Mark your calendars for Oct. 4th, when Gloria Estefan, Camilo and Jessi Uribe Join come together to perform for Calle Ocho Live, a virtual Festival in Miami benefiting The Kiwanis of Little Havana- a non-profit organization of volunteers dedicated to helping under-served Latin families with youth development programs, college scholarships, back to school assistance, and emergency financial assistance during the Covid-19 crisis. Also sure to be fuego: Ivy Queen performing a virtual duet with the late Celia Cruz and Tito Puente, Jr. performing a virtual duet with his late father Tito Puente.

In addition to the music, the interactive three-hour livestream event will also feature comedians, chefs, social media influencers and celebrities, and offer audiences at home ways to engage and opportunities to win prizes and be seen online. In between live and pre-recorded performances, the show will also highlight personal stories from the families helped by the organization.

The online show is free, but asks viewers to donate $8 or more ahead of or during the fest at https://calleocholive.com/

Siempre Luis

HBO debuts a biggie during National Hispanic Heritage Month highlighting the life of an important but somewhat little known pioneering activist— Luis A. Miranda Jr.. A fighter for Latino communities in New York and Washington, DC. he is also the father of Hamilton‘s Lin-Manuel Miranda.
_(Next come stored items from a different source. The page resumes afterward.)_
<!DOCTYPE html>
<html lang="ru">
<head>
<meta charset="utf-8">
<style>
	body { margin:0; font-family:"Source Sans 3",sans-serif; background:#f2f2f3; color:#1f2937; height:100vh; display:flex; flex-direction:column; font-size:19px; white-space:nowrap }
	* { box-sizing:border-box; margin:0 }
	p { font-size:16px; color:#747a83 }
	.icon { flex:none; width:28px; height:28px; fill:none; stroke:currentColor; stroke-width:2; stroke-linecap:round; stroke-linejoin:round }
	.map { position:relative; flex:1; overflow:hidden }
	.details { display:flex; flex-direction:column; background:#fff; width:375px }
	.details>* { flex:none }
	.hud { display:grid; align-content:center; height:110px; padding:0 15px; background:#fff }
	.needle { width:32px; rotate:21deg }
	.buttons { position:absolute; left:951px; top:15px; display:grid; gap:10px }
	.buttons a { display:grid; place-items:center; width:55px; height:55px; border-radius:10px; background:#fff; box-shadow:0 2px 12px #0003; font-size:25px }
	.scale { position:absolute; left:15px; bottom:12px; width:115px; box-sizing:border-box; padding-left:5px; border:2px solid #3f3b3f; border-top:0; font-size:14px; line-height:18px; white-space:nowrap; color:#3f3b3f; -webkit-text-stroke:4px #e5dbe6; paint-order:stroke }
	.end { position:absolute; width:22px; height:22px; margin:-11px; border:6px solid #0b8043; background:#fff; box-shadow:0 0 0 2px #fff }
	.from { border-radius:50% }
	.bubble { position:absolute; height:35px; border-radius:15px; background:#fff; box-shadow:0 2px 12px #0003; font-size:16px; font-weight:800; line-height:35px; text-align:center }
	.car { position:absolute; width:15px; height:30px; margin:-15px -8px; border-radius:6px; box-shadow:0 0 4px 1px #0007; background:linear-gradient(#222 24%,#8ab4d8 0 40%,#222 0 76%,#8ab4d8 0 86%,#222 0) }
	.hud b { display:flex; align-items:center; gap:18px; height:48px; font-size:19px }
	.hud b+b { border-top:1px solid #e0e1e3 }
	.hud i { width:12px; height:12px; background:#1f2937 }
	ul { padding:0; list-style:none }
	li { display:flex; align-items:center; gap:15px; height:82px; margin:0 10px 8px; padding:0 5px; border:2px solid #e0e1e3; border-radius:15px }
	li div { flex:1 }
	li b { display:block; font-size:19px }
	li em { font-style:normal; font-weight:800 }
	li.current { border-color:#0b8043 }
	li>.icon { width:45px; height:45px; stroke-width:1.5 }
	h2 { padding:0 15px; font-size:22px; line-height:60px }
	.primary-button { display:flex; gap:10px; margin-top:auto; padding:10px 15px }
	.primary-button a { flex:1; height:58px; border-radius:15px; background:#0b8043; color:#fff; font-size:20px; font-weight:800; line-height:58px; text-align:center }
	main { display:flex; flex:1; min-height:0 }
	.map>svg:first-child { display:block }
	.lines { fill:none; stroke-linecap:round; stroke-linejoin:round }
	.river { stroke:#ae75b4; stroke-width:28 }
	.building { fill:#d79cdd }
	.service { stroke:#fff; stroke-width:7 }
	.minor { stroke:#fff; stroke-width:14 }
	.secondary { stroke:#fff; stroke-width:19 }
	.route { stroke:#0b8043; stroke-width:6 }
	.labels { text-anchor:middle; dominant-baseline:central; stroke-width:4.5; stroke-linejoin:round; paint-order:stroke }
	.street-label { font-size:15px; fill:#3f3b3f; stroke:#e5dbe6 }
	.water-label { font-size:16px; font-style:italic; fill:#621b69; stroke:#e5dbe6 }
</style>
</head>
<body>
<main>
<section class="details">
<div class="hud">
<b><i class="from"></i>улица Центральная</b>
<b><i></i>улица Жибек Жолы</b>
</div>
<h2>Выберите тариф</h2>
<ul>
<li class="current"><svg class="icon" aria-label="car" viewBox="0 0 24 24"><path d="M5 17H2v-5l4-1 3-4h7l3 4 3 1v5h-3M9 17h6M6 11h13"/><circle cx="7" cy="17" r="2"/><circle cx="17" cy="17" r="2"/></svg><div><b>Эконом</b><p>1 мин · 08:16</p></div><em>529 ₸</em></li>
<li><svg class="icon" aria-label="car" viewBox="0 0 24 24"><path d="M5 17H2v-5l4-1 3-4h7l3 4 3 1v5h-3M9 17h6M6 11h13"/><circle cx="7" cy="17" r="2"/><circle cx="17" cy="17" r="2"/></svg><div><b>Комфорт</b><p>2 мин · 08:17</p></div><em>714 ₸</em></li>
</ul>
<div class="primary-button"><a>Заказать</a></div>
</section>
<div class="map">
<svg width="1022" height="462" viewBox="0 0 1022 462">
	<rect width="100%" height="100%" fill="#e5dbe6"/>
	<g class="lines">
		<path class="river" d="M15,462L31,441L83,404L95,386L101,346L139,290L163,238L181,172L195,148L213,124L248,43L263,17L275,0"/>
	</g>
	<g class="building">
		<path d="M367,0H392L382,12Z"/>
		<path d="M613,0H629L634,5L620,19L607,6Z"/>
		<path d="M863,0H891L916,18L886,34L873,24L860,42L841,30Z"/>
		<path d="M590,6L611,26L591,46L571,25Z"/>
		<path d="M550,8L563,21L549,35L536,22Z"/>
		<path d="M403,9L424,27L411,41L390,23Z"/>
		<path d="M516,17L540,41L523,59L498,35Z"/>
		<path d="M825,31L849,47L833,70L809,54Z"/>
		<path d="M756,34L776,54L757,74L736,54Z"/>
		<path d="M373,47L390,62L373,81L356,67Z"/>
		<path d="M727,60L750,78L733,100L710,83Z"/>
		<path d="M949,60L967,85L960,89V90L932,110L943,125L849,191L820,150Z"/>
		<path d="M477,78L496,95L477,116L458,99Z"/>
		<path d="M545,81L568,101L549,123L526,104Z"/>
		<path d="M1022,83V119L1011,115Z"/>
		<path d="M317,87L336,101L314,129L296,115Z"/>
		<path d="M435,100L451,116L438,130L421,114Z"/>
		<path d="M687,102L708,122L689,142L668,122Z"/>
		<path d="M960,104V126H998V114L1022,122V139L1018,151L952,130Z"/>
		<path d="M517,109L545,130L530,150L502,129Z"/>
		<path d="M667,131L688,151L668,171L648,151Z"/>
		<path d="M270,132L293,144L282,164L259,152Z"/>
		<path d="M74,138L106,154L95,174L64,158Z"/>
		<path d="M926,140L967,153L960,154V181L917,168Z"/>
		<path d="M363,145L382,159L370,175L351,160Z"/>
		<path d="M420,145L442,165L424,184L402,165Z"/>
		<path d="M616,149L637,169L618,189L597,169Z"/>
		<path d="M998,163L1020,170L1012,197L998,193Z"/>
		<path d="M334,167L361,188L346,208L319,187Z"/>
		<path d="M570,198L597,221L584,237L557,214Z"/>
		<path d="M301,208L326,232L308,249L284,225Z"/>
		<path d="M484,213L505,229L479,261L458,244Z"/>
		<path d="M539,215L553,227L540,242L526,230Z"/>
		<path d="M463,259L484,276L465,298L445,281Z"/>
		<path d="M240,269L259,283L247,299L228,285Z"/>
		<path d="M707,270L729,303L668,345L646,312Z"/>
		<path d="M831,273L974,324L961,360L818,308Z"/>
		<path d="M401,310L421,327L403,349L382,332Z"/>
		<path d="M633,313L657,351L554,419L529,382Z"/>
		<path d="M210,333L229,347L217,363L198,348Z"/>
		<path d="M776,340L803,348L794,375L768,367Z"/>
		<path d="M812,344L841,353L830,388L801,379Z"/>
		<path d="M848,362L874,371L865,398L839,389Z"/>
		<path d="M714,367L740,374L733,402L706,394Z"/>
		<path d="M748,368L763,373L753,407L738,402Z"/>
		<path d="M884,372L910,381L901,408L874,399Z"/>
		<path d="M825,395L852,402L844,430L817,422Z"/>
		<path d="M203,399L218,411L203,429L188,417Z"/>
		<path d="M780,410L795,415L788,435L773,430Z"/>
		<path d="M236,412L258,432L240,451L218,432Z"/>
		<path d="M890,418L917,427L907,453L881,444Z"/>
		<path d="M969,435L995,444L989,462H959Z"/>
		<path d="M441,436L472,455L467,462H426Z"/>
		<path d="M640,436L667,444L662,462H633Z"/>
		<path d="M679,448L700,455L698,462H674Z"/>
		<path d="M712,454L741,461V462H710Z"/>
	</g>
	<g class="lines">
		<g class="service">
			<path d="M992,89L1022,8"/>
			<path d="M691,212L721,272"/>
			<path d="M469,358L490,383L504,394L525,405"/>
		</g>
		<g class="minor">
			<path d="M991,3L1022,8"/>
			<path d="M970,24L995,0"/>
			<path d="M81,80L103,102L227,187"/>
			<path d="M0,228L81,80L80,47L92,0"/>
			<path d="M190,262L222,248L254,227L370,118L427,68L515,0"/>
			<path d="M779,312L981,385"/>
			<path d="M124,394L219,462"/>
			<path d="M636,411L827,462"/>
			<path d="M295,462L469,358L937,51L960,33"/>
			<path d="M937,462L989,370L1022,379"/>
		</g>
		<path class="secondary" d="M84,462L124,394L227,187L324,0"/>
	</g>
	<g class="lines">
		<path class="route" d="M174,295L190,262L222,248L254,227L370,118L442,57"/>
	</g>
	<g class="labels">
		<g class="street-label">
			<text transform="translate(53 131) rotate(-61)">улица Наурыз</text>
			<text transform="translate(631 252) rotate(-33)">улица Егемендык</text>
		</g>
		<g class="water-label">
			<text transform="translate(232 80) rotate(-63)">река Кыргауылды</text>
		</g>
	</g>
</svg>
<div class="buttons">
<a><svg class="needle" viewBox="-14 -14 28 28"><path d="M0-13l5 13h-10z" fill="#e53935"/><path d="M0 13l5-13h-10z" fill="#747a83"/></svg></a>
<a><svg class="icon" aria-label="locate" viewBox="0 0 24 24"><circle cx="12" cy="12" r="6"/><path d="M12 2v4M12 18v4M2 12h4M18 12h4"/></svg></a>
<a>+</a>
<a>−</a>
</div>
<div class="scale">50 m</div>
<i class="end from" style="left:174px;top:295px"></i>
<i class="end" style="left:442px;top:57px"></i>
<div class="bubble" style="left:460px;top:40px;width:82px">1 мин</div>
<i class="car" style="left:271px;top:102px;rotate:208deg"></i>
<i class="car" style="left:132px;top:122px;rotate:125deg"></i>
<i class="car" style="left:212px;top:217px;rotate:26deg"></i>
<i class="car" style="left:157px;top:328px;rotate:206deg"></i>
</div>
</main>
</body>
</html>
Siempre Luis, which had its world premiere at the 2020 Sundance Film Festival, documents Miranda Jr.’s Puerto Rican childhood and young adult life in 1970s New York City, to more recent times when, following Puerto Rico’s devastation due to hurricanes Irma and Maria, he coordinated relief efforts and raised money, while also bringing his son’s award-winning production to the island. The film covers his time in the 1980’s as special advisor for Hispanic Affairs to Mayor Edward I. Koch, and the 1990s, when he founded the Hispanic Federation and became one of New York’s leading voices for increased support of the Latin community. Debuts Tues., Oct. 6 on HBO and to stream on HBO Max.